DATASET ENTRIES:
▼▼▼

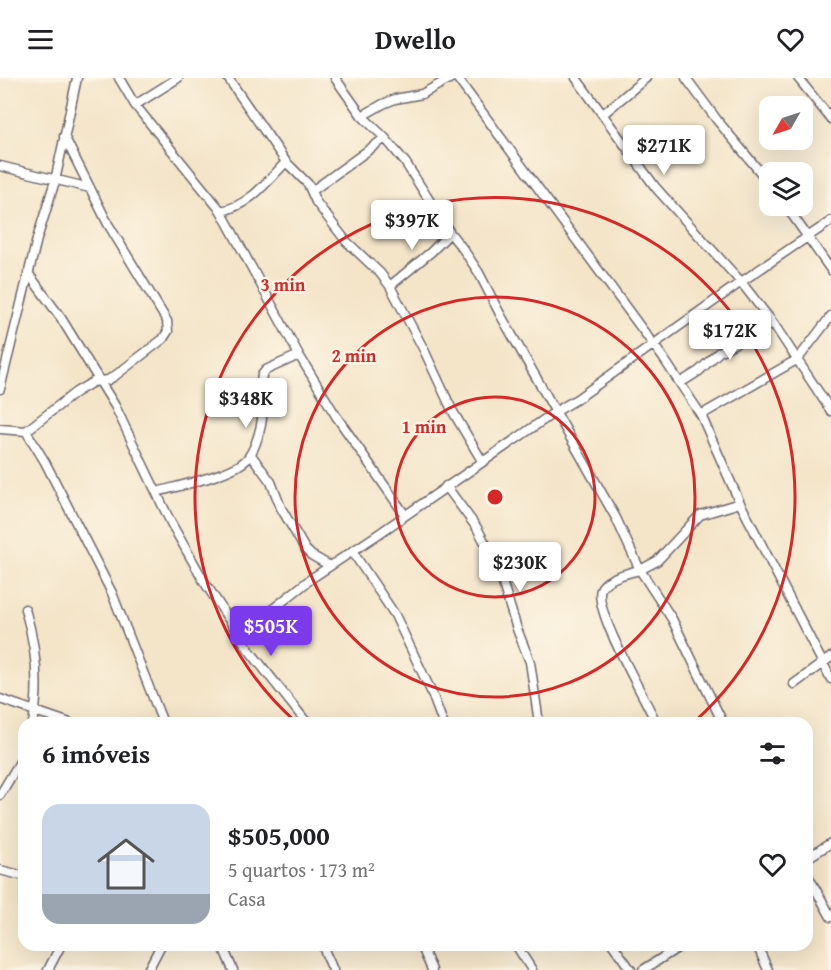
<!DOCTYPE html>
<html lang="pt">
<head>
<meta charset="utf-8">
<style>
  :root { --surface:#fff; --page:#f6f6f6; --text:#202124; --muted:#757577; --line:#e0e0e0; --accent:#7c3aed }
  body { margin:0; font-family:"Gentium Book Plus",serif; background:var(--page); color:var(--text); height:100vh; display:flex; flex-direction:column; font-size:22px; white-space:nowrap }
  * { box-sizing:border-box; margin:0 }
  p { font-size:20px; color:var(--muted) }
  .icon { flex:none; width:33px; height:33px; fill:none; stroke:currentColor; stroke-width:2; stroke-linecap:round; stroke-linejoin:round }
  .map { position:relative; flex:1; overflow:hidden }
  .sheet { position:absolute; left:18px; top:639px; width:795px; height:234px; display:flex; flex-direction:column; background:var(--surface); border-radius:18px; box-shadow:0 6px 24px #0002 }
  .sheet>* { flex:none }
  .needle { width:39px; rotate:231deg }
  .tools { position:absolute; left:759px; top:18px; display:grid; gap:12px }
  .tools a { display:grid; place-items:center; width:54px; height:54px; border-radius:12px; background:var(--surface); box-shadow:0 6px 24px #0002; font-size:30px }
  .price { position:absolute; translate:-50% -51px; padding:0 14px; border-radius:6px; background:#fff; color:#222; font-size:20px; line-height:39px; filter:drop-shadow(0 2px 3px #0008) }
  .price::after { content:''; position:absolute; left:50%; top:36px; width:18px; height:14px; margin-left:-9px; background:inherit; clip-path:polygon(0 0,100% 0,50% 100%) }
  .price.selected { background:var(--accent); color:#fff }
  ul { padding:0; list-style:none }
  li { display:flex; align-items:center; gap:18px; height:150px; padding:0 24px }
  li+li { border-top:2px solid var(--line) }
  li span { display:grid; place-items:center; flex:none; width:168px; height:120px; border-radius:18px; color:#555 }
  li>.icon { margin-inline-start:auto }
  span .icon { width:72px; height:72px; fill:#fffc; stroke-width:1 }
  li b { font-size:26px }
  h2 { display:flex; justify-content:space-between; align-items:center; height:72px; padding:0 24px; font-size:26px }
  header { display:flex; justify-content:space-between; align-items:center; height:78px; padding:0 24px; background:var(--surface); font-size:27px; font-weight:700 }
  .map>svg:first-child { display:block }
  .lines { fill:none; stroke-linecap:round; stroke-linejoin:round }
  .street-casing { stroke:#6c666d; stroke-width:11 }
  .street { stroke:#fff; stroke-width:8 }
  .ring { fill:none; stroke:#d62828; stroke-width:3 }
  .centre { fill:#d62828; stroke:#fcf5e5; stroke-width:3 }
  .ring-label { font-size:18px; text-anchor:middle; font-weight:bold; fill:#d62828; stroke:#fcf5e5; stroke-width:4.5; stroke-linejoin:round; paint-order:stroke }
</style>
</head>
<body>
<header><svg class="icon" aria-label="menu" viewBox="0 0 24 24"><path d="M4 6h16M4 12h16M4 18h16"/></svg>Dwello<svg class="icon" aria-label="heart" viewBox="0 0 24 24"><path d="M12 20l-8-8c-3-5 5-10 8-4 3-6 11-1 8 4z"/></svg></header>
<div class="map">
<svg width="831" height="892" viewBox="0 0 831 892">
  <rect width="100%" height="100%" fill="#fcf5e5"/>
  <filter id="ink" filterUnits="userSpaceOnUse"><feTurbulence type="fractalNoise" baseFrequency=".0167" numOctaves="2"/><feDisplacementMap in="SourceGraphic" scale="12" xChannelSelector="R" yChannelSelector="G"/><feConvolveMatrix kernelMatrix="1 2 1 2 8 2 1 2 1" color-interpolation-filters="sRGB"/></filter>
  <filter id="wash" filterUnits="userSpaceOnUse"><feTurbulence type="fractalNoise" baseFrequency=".008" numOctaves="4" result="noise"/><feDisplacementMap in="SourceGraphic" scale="24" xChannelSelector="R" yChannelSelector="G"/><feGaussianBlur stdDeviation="1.35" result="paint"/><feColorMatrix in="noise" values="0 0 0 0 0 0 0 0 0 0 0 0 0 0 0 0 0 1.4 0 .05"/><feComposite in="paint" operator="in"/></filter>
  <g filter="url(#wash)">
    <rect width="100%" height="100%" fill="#f4e5c9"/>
  </g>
  <g filter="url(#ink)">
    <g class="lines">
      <defs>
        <path id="street" d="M119,0l16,27 86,106 78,144 37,61 69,99
          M228,0l58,84 22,22 8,18 30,39 34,32 10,13 34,64 28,60 30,51
          M335,0l27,38 23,22 20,24 45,71 13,16 16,24 21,41 116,204 24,52c-12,3 -31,7 -38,17 -13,18 45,113 54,136
          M457,0l207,281 37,56 39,88 91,176
          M576,0l80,110 85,94 32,41 58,88
          M686,0l31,42 53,64
          M798,0l33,41
          M135,27l43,-27
          M603,36l43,-36
          M362,38l21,-12 12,-5 27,-5 29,-16
          M0,88l90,22
          M312,113l73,-53
          M786,128l45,64
          M221,133c28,-5 46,-29 65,-49
          M28,195l33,45 54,88 56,117 34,60 44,67 58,73
          M390,208l41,-34 19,-19
          M680,305l19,-12 20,-19 54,-29
          M0,311l37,-150 18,-58 22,-103
          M701,337l97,-56 33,-43
          M0,351l26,2 50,-39 17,-10 15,-2 8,-5 47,-36 5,-8 -1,-10 -59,-97 -44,-88
          M26,353l19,31 67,131 51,130
          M251,377l20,27 10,26 24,41 6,6 19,11
          M446,408l31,42 20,37 20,64 13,33 9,61
          M157,414c21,-6 77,-18 90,-33 7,-8 12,-24 14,-34 4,-16 -3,-34 1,-50l4,-5 33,-15
          M352,473l43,64 36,76 12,32
          M25,531c11,37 15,76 8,114
          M239,558l73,-58 65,-43 178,-123 22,-13 164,-117 90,-61
          M794,606l37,-27
          M0,621l70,24
          M723,645l-51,-104 -32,-49 17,-9 43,-46 40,-12
          M0,717l24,-40
          M807,780l24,-15
          M0,792l24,6
          M807,796l24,43
          M222,867l11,25
          M322,867l11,25
          M421,867l11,25
          M516,867l16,25
          M613,867l18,25
          M757,867l11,25
          M48,892l13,-25
          M148,892l13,-25
          M643,892l39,-25"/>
      </defs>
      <use href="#street" class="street-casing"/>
      <use href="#street" class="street"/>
    </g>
  </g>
  <g class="ring">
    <circle cx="495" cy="419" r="100"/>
    <circle cx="495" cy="419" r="200"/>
    <path d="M296 644A300 300 0 1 1 694 644"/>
  </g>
  <circle cx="495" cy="419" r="9" class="centre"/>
  <g class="ring-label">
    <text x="283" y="213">3 min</text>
    <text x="354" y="284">2 min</text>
    <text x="424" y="355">1 min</text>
  </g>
</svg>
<div class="tools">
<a><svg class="needle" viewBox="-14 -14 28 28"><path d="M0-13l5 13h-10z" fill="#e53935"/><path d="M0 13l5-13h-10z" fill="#757577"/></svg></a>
<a><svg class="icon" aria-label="layers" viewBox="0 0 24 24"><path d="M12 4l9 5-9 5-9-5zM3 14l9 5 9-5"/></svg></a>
</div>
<b class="price" style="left:664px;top:98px">$271K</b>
<b class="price" style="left:412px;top:173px">$397K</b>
<b class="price" style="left:730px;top:283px">$172K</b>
<b class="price" style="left:246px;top:351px">$348K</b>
<b class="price" style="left:520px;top:515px">$230K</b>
<b class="price selected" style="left:271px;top:579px">$505K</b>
<section class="sheet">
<h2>6 imóveis<svg class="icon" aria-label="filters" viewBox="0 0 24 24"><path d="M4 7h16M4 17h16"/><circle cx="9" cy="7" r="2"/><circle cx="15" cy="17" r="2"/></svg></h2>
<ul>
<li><span style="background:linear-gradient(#c9d6e8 75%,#9aa5b1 0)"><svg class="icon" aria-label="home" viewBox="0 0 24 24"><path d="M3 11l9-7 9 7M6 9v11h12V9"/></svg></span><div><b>$505,000</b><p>5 quartos · 173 m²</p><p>Casa</p></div><svg class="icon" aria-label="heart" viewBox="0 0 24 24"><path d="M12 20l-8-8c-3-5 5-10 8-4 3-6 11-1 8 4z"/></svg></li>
</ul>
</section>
</div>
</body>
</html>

▲▲▲

BRIEF: Copy out only the lines above from the one with "flex:none; width:33px; height:33px;" to the one with "position:relative; flex:1; overflow:hidden", inclusive, exactly as they stand.

REPLY TO THE TASK:
  .icon { flex:none; width:33px; height:33px; fill:none; stroke:currentColor; stroke-width:2; stroke-linecap:round; stroke-linejoin:round }
  .map { position:relative; flex:1; overflow:hidden }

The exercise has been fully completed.